• Exercise description:
Report every line of the records beneath this task that holds the string "space".

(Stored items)
################
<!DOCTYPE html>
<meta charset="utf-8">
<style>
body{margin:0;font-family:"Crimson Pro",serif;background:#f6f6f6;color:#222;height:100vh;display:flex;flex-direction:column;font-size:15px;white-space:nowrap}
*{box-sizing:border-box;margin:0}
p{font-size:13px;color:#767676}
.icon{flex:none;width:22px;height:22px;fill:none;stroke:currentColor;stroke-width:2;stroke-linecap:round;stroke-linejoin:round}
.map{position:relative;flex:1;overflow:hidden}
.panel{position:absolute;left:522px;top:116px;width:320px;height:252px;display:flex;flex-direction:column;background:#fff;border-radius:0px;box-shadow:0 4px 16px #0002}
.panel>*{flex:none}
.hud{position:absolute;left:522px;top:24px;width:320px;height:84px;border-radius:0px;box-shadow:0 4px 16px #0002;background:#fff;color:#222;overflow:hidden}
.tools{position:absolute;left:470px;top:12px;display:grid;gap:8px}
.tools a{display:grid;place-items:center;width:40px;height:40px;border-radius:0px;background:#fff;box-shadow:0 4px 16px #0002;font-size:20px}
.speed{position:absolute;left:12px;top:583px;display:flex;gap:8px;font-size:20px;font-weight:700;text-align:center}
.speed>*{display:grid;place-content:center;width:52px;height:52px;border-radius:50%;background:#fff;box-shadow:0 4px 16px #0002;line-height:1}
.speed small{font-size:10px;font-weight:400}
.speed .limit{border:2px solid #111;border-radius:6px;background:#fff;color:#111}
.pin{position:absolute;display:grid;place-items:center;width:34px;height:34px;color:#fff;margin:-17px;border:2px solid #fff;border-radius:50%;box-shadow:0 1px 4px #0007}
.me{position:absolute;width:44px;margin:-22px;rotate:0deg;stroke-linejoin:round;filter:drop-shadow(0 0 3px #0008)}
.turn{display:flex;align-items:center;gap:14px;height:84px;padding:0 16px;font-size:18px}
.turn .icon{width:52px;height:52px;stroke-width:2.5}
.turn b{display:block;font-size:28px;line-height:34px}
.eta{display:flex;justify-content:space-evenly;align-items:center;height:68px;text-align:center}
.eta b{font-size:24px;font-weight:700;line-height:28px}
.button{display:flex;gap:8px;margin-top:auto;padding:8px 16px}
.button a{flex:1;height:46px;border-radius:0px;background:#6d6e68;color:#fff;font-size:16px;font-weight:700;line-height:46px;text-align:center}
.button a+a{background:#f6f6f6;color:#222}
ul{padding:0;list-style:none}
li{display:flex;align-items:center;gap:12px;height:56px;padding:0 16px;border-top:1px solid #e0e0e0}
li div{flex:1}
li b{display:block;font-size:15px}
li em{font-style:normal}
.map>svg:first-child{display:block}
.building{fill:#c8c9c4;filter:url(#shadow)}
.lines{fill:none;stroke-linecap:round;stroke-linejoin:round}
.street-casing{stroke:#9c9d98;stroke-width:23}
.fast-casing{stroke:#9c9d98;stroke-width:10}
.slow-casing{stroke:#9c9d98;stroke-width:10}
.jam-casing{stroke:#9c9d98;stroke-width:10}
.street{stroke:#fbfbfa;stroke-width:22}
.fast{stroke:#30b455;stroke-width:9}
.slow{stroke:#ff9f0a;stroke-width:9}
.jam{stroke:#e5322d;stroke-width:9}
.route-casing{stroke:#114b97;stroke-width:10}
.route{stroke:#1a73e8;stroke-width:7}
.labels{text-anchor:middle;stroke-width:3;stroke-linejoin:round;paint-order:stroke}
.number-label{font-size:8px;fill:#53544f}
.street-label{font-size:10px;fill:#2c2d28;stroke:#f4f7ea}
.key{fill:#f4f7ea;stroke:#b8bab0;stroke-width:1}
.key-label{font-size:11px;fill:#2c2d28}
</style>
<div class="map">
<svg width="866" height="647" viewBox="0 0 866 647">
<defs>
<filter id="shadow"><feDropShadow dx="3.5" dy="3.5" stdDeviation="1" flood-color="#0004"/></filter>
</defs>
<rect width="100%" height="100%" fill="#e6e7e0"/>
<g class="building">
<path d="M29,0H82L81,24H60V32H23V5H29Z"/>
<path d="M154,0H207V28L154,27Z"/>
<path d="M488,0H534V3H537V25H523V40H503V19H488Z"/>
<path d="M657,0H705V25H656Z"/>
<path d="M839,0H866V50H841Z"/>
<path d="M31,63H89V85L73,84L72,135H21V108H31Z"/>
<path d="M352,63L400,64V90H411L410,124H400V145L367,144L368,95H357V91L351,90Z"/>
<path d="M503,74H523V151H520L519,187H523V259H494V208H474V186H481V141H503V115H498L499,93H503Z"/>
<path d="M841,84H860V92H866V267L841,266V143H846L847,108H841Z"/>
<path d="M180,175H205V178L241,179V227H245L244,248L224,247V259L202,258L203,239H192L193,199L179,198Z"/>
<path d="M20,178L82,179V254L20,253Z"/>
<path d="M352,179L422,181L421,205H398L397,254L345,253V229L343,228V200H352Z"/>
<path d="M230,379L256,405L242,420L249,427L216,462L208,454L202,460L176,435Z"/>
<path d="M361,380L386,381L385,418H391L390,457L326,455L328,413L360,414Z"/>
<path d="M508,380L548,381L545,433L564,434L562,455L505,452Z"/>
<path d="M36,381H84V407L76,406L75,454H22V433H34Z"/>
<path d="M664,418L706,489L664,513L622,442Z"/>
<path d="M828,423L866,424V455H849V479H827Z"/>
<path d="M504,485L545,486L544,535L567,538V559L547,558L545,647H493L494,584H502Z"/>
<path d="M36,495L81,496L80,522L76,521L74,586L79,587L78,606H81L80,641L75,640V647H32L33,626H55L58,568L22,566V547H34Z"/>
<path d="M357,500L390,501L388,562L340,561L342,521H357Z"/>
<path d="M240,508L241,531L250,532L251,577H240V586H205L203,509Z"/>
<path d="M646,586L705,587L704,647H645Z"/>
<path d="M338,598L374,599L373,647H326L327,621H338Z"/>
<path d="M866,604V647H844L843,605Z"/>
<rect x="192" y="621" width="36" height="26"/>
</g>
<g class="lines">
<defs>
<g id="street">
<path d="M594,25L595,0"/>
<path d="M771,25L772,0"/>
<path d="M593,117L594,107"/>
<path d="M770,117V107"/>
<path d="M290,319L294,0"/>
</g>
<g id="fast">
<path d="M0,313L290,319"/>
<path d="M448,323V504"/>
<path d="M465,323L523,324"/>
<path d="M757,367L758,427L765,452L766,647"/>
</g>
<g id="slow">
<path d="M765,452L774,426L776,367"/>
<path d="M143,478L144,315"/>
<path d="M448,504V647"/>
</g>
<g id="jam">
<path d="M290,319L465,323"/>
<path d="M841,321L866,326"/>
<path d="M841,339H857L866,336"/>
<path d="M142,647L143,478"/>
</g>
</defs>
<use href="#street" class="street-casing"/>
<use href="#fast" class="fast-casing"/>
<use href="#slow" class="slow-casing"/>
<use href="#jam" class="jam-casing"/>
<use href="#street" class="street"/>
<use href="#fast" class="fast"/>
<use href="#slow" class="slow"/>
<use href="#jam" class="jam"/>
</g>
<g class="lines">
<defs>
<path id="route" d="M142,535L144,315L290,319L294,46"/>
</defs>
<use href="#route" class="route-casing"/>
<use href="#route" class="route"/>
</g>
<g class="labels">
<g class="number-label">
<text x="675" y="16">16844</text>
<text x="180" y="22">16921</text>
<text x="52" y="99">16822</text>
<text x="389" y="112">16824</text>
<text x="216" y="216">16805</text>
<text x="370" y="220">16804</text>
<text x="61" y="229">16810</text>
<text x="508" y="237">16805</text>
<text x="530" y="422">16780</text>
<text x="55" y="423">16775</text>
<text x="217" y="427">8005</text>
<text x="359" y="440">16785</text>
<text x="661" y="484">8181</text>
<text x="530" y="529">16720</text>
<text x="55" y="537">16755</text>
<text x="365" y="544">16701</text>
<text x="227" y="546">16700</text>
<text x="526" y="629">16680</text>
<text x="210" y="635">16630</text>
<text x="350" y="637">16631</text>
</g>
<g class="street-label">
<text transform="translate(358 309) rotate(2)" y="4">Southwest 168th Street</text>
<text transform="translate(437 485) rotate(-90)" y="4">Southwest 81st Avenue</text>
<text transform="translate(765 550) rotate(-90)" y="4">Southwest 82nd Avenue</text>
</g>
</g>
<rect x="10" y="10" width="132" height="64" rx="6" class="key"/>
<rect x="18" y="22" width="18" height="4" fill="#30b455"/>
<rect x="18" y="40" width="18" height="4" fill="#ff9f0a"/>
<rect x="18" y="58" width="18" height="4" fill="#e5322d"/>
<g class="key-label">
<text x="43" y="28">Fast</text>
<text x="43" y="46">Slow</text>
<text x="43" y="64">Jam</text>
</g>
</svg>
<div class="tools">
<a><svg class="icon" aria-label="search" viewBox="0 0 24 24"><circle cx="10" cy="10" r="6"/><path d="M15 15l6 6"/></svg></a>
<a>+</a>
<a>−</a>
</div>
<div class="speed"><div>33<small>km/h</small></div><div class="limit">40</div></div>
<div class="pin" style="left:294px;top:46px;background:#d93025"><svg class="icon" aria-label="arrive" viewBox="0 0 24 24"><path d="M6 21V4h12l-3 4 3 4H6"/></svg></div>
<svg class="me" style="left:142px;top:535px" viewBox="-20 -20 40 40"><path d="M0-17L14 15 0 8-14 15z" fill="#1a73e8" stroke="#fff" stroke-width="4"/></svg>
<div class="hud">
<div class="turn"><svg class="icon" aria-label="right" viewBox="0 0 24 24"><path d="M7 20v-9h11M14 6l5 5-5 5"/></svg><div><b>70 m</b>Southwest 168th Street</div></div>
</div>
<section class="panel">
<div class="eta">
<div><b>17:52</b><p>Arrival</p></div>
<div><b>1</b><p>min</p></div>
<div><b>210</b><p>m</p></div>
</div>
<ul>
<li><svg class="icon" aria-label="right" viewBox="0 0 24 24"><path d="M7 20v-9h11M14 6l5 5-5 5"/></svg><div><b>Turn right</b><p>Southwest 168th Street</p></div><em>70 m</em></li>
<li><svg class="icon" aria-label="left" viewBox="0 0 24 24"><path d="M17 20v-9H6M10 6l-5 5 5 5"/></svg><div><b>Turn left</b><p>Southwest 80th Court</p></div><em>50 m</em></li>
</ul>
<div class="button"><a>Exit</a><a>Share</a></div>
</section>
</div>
################
• Result for this task:
body{margin:0;font-family:"Crimson Pro",serif;background:#f6f6f6;color:#222;height:100vh;display:flex;flex-direction:column;font-size:15px;white-space:nowrap}
.eta{display:flex;justify-content:space-evenly;align-items:center;height:68px;text-align:center}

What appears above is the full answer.